* EXERCISE DESCRIPTION: Going through the entries below, count each line containing the word "width". Report the number only.

── RECORDS SUPPLIED

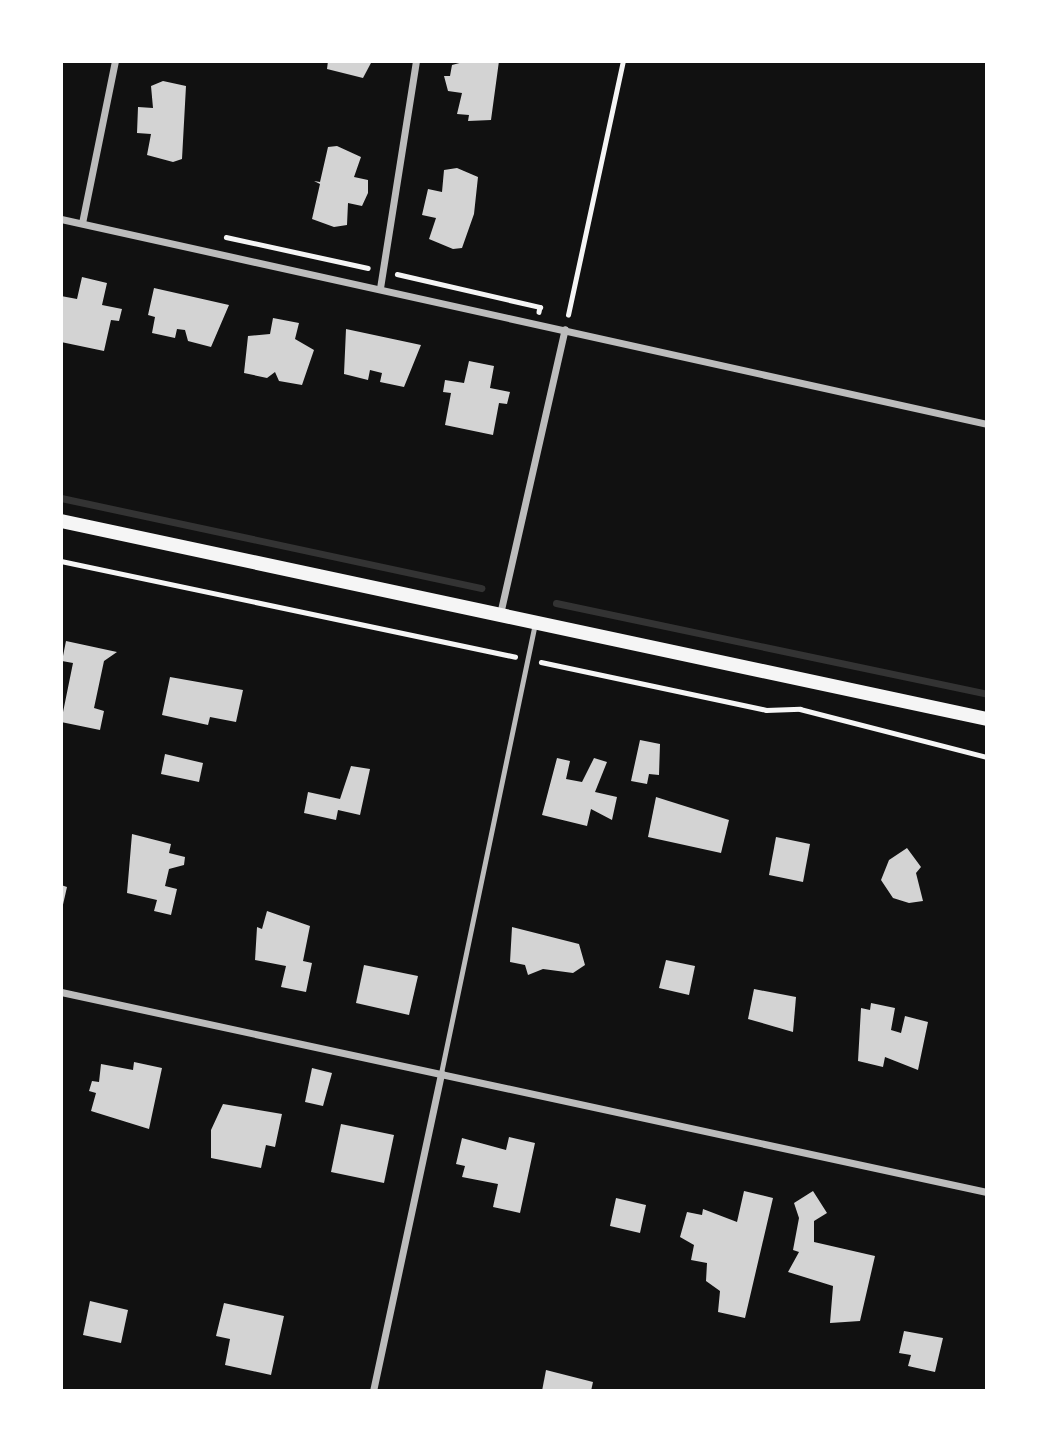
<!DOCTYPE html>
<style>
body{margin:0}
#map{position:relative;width:1048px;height:1452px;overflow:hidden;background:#111;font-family:"PT Serif",serif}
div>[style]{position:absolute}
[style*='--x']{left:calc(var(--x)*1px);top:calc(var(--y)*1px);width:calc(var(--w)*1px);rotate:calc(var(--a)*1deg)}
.stream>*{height:7px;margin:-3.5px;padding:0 3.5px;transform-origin:3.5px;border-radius:3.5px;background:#333}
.building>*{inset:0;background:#d3d3d3}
.path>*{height:4.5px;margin:-2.25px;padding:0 2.25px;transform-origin:2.25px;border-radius:2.25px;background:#f5f5f5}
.service>*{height:5px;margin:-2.5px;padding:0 2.5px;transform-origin:2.5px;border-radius:2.5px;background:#bcbcbc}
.minor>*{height:7px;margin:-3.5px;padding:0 3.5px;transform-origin:3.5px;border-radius:3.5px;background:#bcbcbc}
.secondary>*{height:14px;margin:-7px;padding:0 7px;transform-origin:7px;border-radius:7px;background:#f5f5f5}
span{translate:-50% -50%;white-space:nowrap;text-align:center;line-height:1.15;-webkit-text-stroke:6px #fff;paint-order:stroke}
.frame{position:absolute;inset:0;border:63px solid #fff;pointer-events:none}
</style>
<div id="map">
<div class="stream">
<div style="--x:61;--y:498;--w:430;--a:12.1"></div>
<div style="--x:556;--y:603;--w:441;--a:11.9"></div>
</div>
<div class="building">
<div style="clip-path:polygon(328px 61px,372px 61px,363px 78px,327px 69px)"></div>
<div style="clip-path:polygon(467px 61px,499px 61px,491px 120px,468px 121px,469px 115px,457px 114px,462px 93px,448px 91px,444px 76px,450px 76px,452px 65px)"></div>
<div style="clip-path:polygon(163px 81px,186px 86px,182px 159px,173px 162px,147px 155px,151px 134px,137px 133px,138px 107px,153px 108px,151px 86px)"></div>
<div style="clip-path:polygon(337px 146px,361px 157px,354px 177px,368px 180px,368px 193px,362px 206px,348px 203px,347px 225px,334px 227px,312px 219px,320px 184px,314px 181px,320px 182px,328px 147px)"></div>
<div style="clip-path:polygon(457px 168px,478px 177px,474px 214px,462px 248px,453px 249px,429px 239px,436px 218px,422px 215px,428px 189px,442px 192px,444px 170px)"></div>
<div style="clip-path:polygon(82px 277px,107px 283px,102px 305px,122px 309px,119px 321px,111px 320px,104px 351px,61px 342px,61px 296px,77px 299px)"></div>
<div style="clip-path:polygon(154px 288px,229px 305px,211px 347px,188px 341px,185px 330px,177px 329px,175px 338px,152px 333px,155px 317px,148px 315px)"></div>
<div style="clip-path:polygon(273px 318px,299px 323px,295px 339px,314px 350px,302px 385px,279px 381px,275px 372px,267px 378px,244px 373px,248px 336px,270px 334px)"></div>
<div style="clip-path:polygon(346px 329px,421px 345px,404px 387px,380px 382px,382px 373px,370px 370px,368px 380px,344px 374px)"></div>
<div style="clip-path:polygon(469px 361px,494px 366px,490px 388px,510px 392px,507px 404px,499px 403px,493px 435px,445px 425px,451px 393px,443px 392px,445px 380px,464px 383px)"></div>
<div style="clip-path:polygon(66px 641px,117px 652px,104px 661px,94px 708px,104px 711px,100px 730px,61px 722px,73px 663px,62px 661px)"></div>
<div style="clip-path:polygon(170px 677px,243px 690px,236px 722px,210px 717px,208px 725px,162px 715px)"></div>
<div style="clip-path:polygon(640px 740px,660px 744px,659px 775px,649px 774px,647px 784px,631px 781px)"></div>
<div style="clip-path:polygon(165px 754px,203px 763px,199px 782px,161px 774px)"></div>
<div style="clip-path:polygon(557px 758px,570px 761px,566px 779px,582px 782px,594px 758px,607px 762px,595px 792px,617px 797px,612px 820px,591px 809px,587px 826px,542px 815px)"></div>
<div style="clip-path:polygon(351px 766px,370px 769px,360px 815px,338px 810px,336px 820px,304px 813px,308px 792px,340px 799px)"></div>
<div style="clip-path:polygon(656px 797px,729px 820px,721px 853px,648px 837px)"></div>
<div style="clip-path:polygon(132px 834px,171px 844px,169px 853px,185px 857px,184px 865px,169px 869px,165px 886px,177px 889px,171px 915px,154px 911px,157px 900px,127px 893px)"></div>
<div style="clip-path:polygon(776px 837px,810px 844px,803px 882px,769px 875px)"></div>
<div style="clip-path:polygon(907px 848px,921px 867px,916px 873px,923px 901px,909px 903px,893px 898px,881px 880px,889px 860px)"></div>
<div style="clip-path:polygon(61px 885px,67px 887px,62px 909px,61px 909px)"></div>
<div style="clip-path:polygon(267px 911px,310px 926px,303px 961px,312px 963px,306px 992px,281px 987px,286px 966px,255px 960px,257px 927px,262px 929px)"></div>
<div style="clip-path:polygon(512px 927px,579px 944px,585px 965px,573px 973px,543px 969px,528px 975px,525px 965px,510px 962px)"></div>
<div style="clip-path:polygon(666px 960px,695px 966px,689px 995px,659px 988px)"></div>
<div style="clip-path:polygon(364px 965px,418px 976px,409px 1015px,356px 1003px)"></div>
<div style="clip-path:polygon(754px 989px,796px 997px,793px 1032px,748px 1019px)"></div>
<div style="clip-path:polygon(871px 1003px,895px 1008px,891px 1030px,901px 1033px,905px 1016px,928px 1022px,918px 1070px,885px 1057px,883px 1067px,858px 1061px,861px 1008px,870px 1010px)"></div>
<div style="clip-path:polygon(134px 1062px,162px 1068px,149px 1129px,91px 1111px,96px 1093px,89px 1091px,92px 1081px,99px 1082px,101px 1064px,133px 1070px)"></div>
<div style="clip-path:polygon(312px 1068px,332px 1073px,323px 1106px,305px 1102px)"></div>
<div style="clip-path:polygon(223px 1104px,282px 1114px,275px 1147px,266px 1145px,261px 1168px,211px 1158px,211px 1130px)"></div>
<div style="clip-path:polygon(341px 1124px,394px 1135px,384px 1183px,331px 1172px)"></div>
<div style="clip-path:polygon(509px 1137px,535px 1143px,520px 1213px,493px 1207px,498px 1184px,462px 1177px,465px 1166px,456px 1164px,462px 1138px,506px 1150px)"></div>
<div style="clip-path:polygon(744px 1191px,773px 1198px,745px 1318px,718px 1312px,720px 1291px,706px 1281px,707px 1263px,691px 1260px,694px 1245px,680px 1237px,687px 1212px,702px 1215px,703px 1209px,737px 1222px)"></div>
<div style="clip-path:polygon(813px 1191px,827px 1213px,814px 1221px,814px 1242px,875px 1256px,860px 1321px,830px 1323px,833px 1286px,788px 1272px,799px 1252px,793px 1250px,799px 1218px,794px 1203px)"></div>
<div style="clip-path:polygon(616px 1198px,646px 1205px,640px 1233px,610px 1226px)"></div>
<div style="clip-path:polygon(90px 1301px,128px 1310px,121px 1343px,83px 1335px)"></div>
<div style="clip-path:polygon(224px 1303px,284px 1316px,271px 1375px,225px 1365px,230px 1339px,216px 1336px)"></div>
<div style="clip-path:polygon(904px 1331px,943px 1338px,935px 1372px,908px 1366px,911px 1355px,899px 1353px)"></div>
<div style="clip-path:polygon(546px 1370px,593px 1382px,591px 1391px,542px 1391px)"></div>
</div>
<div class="path">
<div style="--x:226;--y:237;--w:145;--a:12.3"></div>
<div style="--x:397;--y:274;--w:147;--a:13"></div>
<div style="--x:540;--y:307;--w:5;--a:101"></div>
<div style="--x:568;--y:315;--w:260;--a:-77.8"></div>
<div style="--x:61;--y:561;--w:464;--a:11.9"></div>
<div style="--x:541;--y:662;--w:230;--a:12"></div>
<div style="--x:766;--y:710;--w:34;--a:-2"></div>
<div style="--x:800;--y:709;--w:193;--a:14.4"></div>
</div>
<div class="service">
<div style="--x:441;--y:1073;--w:458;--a:-78.2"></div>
</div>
<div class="minor">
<div style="--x:61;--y:219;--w:948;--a:12.48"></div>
<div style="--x:82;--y:223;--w:165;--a:-78.5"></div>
<div style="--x:380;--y:288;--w:230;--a:-81"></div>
<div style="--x:500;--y:614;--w:292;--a:-77.2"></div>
<div style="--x:61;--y:992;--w:947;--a:12.19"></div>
<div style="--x:373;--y:1391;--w:325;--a:-77.9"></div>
</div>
<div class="secondary">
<div style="--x:61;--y:521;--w:947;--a:12.07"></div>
</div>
<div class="frame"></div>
</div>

────

* SOLUTION FOR THIS EXERCISE: 2